Down the Malay Barrier 7.

Singapore is a microscopic island-country.  It should be poverty-stricken: it’s tiny and has no natural resources.  In fact, it is very prosperous.  It has a great port and it is located at one end of the Malacca Straits, a major world shipping channel between the South China Sea and the Indian Ocean.  Need fuel or repairs or supplies?  Stop in Singapore.  Picking up or dropping off a cargo for anywhere in Southeast Asia?  Stop in Singapore.  Business generates profits (ka-ching!) and those profits mean that Singapore is a good place to borrow money.  So, you’ve got a good idea for a pot plantation on a remote island or a new textile factory in Bangladesh or a TS brothel on Soi Cowboy?  Stop in Singapore.  These “core” businesses than send out local shock-waves.  What that means is that there are sky-scrapers, office buildings, and slums all over the place.  However, you can’t build these without construction workers.

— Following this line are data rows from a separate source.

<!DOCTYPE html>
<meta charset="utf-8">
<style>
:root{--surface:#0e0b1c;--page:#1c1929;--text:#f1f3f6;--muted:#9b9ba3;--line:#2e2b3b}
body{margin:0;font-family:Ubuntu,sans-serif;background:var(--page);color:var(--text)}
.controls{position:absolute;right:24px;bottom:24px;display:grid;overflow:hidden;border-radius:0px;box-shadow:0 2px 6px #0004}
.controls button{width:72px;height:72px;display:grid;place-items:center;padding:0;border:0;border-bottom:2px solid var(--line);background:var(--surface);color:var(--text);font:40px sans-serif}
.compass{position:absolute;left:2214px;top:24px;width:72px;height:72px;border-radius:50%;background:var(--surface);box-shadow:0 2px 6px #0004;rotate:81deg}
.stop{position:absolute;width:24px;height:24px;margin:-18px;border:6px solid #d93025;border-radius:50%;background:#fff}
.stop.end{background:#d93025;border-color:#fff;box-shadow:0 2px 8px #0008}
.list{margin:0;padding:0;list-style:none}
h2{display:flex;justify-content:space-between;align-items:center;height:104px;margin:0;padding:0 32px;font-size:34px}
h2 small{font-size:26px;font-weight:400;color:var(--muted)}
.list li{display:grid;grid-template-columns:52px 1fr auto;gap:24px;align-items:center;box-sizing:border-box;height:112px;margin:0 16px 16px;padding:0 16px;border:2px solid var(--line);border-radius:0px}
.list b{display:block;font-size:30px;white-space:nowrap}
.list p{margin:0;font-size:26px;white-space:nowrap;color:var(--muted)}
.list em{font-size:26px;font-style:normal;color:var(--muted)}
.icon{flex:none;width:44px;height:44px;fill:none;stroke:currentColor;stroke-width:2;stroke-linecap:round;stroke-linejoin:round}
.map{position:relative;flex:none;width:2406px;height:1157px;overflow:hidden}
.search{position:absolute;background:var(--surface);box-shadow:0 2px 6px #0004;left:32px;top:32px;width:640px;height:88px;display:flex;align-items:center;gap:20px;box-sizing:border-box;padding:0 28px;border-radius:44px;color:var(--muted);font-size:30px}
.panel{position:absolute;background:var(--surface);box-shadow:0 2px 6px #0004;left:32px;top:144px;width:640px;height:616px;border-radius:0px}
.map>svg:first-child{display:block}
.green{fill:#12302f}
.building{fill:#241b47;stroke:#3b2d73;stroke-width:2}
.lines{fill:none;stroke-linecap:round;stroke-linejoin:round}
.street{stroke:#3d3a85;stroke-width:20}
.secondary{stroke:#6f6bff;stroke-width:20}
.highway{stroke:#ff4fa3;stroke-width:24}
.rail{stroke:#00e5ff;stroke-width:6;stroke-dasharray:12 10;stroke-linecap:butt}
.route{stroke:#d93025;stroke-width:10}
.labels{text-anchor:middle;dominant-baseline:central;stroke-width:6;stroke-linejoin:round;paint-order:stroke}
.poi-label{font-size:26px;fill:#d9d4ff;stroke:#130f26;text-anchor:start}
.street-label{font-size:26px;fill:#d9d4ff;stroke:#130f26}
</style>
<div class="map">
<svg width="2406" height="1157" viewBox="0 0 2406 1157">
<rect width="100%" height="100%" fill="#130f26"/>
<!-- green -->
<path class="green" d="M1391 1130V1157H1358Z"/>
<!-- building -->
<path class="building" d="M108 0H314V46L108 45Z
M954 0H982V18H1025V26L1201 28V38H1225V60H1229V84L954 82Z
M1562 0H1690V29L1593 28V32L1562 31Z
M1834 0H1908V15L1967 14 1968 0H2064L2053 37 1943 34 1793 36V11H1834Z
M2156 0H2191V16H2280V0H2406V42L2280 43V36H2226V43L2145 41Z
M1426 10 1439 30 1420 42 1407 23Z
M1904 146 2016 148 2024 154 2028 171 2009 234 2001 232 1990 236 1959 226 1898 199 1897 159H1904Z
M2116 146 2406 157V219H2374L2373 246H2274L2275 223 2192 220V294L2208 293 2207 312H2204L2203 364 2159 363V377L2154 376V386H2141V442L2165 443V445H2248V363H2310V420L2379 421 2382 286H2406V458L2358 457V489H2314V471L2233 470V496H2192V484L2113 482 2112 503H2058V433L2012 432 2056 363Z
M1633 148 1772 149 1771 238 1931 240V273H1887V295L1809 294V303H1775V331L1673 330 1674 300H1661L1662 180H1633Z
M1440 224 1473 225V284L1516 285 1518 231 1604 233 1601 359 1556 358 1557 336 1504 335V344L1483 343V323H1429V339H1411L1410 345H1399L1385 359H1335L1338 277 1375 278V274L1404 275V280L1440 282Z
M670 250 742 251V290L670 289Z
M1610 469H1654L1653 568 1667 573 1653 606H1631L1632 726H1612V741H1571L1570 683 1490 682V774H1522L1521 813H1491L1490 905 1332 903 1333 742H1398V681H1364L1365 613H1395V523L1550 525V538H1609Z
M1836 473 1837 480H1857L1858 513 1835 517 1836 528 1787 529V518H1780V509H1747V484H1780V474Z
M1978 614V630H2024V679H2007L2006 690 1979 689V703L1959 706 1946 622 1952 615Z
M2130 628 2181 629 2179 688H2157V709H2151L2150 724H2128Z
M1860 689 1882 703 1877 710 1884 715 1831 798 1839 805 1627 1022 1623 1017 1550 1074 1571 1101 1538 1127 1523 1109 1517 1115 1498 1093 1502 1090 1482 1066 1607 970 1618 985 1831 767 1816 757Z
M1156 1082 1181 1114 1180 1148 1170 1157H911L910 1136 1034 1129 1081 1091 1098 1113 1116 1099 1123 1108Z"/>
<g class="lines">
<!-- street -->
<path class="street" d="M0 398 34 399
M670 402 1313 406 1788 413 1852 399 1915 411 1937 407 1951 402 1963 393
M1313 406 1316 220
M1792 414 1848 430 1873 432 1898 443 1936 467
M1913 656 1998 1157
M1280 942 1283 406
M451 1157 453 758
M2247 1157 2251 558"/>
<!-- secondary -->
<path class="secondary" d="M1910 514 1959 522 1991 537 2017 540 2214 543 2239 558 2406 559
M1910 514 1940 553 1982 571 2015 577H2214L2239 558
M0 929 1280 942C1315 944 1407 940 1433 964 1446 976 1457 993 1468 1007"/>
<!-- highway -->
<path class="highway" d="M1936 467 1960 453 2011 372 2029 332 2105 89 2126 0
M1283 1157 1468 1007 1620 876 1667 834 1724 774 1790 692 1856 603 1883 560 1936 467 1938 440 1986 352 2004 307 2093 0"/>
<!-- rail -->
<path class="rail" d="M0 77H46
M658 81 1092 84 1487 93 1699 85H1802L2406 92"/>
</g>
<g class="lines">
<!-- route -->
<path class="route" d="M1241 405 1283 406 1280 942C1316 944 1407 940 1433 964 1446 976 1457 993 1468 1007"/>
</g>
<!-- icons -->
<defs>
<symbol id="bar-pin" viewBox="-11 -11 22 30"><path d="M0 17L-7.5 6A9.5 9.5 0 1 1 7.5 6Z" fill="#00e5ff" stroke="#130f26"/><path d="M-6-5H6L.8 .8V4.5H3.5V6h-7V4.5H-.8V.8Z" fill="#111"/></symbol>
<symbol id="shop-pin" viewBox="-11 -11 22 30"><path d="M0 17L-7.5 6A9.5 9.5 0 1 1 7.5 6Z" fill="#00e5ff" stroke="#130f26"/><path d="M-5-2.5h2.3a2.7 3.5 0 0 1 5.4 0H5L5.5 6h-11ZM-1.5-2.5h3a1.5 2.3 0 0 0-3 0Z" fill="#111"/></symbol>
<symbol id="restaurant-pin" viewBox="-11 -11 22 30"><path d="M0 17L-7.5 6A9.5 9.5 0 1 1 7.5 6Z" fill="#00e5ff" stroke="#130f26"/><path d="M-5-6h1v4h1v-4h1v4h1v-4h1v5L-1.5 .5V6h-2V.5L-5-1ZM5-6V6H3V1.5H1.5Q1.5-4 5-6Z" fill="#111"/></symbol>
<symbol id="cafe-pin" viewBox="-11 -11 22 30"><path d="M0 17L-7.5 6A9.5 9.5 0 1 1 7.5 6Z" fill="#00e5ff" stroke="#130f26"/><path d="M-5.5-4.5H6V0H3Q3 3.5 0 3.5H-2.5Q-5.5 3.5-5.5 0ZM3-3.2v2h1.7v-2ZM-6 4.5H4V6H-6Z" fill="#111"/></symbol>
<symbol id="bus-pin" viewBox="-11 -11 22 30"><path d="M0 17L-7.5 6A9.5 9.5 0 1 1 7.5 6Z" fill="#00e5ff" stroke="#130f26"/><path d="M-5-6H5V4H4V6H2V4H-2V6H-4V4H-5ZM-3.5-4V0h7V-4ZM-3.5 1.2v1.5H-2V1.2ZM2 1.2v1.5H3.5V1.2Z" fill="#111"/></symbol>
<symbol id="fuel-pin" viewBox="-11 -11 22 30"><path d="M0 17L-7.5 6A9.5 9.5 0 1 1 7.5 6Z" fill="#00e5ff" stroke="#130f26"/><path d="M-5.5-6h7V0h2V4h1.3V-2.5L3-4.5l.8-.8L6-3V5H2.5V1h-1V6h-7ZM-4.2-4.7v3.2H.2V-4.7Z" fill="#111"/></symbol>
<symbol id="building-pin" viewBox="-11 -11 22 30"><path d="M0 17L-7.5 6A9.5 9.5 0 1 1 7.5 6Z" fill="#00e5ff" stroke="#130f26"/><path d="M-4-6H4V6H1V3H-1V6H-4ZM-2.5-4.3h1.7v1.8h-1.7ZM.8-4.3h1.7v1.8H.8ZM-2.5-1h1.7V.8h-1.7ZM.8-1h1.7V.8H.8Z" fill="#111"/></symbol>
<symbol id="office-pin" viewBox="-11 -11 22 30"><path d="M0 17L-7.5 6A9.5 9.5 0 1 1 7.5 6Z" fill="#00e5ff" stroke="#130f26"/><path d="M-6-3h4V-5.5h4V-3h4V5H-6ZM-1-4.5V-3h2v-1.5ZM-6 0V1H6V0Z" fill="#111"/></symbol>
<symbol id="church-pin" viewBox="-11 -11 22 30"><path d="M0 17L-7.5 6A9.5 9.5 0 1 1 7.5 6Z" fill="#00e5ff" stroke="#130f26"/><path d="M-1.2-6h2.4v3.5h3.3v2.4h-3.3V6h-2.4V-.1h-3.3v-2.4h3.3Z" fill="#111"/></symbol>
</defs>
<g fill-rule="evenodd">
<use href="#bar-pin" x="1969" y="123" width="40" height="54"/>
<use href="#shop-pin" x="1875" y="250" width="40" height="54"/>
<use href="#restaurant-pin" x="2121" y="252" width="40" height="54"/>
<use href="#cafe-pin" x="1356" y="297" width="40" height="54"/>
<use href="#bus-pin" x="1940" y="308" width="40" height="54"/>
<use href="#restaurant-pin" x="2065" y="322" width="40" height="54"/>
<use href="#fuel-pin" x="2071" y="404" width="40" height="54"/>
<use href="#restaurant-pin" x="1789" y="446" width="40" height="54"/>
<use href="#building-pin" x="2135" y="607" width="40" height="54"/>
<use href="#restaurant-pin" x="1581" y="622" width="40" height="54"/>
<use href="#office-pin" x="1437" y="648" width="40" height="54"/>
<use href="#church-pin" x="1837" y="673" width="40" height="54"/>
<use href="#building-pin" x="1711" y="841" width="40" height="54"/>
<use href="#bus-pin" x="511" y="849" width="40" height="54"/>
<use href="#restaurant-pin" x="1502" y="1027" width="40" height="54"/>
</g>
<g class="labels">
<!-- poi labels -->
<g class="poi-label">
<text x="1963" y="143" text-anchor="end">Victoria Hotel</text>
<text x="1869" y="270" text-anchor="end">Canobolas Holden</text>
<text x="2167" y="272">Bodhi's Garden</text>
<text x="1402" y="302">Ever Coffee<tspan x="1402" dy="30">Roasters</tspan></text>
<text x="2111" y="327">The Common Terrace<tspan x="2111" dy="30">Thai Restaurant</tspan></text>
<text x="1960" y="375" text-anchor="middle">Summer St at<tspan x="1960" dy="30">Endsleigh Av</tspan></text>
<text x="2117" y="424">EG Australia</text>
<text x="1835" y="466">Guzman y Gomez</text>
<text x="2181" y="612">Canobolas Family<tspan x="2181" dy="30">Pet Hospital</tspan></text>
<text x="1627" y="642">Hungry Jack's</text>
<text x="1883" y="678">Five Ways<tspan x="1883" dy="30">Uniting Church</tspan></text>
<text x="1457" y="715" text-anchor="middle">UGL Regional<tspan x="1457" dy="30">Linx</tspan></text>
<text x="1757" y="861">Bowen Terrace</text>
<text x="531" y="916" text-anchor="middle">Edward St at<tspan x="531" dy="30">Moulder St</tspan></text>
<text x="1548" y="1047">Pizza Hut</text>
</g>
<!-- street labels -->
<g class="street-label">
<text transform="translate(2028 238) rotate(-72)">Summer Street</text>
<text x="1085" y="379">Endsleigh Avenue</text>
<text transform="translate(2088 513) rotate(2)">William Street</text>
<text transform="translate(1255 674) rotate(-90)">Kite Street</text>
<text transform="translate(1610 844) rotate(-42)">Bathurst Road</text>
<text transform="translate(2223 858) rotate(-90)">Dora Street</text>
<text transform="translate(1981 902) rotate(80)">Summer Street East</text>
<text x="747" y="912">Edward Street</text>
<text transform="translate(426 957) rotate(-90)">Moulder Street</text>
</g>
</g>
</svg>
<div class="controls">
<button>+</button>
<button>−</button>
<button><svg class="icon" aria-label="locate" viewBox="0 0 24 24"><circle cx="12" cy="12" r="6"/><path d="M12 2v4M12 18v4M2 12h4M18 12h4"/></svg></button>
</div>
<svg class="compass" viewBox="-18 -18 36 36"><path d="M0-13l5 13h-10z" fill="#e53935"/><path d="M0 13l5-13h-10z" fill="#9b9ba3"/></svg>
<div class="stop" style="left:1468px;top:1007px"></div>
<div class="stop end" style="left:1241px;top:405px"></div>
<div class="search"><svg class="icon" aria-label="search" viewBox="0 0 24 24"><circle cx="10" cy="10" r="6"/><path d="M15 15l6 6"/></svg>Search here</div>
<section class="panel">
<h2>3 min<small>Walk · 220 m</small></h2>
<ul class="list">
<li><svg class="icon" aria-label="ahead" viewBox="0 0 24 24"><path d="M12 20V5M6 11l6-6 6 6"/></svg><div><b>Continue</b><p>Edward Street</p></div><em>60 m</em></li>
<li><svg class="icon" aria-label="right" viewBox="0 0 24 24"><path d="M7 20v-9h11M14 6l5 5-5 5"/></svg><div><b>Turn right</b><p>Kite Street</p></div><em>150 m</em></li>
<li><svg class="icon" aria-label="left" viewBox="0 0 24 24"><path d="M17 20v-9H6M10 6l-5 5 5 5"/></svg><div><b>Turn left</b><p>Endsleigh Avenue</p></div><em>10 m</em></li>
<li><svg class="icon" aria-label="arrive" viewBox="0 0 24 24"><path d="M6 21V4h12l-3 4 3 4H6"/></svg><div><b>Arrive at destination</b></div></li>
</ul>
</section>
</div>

In contrast, Bangladesh is one of the world’s leading manufacturers of poor people.  The “surplus” population is shoved off to work abroad in Malaysia, the Persian Gulf, and Singapore.  Hundreds of thousands of Bangladeshi workers abroad then send home part of their pay to the wife or mother back home.  These are called “remittances.”  The remittances help keep afloat the national economy.  At the same time, Karl Marx mistakenly described religion as “the opiate of the people.”  Truth is, sometimes it is the “speed” of the people.  A lot of miserable Bangladeshis have embraced radical Islam.  This scares the government of Bangladesh, so it locks up a lot of the leaders.

Singapore’s population is 74% of Chinese descent, 13.4% of Malay descent, 9.2% of Indian descent, and 3.3% of other descent.  About 15 percent of the population is Muslim.  In short, it is a Chinese island with a bunch of non-Chinese.  Most Muslims are immigrant laborers.

Sometime in the week of 17-24 January 2016, Singapore deported 27 men back to their home country of Bangladesh.[1]  The police in Singapore had suspected the men of being involved with Islamic militants.  They were all members of the same “study group”[2] that had turned to Islamic radicalism.  Singapore announced that the men were linked to Al Qaeda and/or ISIS, and that they had been planning terrorist attacks in Bangladesh.

The government of Bangladesh then charged 14 of the men as terrorists.  The other 13 were released to their families (whose addresses were, no doubt, noted for future reference).  The police said that the men held radical Islamist beliefs, but they hadn’t broken any law in Singapore.[3]  However, the government press release insisted that the accused were not affiliated with either Al Qaeda or ISIS.  They were just, you know, ordinary Islamist fanatics.  Possibly, the government suggested, they were linked to the opposition parties.  (Wink, wink.)  Nor were the men planning a terrorist act inside Bangladesh.  Nor had they been “radicalized” while they were in Bangladesh.  Instead, they had become radicalized while in Singapore.[4]

Singapore is a golden link in a chain of prosperity, poverty, and migration in South-East Asia.   That chain is now under stress.

[1] Julfikar Ali Manik, “Terrorism Charges Filed in Bangladesh Against 14 Men,” NYT, 24 January 2016.

[2] Probably they weren’t debating “what would Mohammad drive?”

[3] So, in Singapore you can be arrested and deported because the cops don’t like the look on your face.  Bear this in mind when you’re making vacation plans.  Still, see Jim Thompson, The Killer Inside Me (1952).

[4] I still can’t give blood to the Red Cross because I was in France when there was an epidemic of “mad cow disease” and I might be a carrier.  (Certainly would explain the teaching evaluations.)  Same thing goes for the idea that Muslims had been radicalized in Bangladesh.  If people start thinking that Bangladeshi = suicide bomber, then no more labor permits for Bangladeshis.  No more remittances.  The whole country sinks even before global warming goes to work.